**WORK ITEM**: Wherever the word "they" appears in a line of the data, that line should be copied.

**AVAILABLE DATA**:
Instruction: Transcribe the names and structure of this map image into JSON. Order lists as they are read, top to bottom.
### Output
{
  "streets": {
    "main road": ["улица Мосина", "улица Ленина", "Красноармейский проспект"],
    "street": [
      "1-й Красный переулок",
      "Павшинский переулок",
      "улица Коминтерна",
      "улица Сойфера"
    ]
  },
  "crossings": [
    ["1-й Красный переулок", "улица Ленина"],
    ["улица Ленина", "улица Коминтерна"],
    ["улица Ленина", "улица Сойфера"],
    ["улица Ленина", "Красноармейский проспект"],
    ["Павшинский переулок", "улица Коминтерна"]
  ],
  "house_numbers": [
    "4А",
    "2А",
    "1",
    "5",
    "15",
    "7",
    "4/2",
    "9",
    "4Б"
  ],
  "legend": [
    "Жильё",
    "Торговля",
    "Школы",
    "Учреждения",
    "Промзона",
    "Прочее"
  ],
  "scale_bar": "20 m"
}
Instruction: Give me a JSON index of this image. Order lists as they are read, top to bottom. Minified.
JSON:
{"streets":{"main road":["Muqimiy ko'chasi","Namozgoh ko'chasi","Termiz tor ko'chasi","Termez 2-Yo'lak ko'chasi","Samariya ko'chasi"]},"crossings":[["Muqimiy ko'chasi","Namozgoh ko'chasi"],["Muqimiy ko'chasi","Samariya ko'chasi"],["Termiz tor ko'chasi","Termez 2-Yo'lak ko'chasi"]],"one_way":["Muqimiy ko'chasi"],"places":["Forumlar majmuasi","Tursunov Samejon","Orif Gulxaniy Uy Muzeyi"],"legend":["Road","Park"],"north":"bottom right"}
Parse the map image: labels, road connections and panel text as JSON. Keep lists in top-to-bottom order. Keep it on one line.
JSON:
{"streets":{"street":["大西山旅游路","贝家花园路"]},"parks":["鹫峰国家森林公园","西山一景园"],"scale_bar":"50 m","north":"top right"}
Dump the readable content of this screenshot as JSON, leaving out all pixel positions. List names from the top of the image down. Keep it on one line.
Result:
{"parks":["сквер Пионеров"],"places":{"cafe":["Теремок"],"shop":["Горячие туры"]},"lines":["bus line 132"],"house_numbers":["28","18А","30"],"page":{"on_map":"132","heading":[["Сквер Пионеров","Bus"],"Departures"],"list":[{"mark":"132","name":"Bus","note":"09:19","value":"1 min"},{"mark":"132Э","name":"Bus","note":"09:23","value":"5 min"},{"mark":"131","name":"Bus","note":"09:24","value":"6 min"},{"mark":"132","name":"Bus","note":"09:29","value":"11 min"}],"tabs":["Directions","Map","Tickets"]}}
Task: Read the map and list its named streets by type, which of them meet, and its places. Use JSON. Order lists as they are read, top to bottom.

**EXERCISE RESULT**:
Instruction: Transcribe the names and structure of this map image into JSON. Order lists as they are read, top to bottom.
Instruction: Give me a JSON index of this image. Order lists as they are read, top to bottom. Minified.
Task: Read the map and list its named streets by type, which of them meet, and its places. Use JSON. Order lists as they are read, top to bottom.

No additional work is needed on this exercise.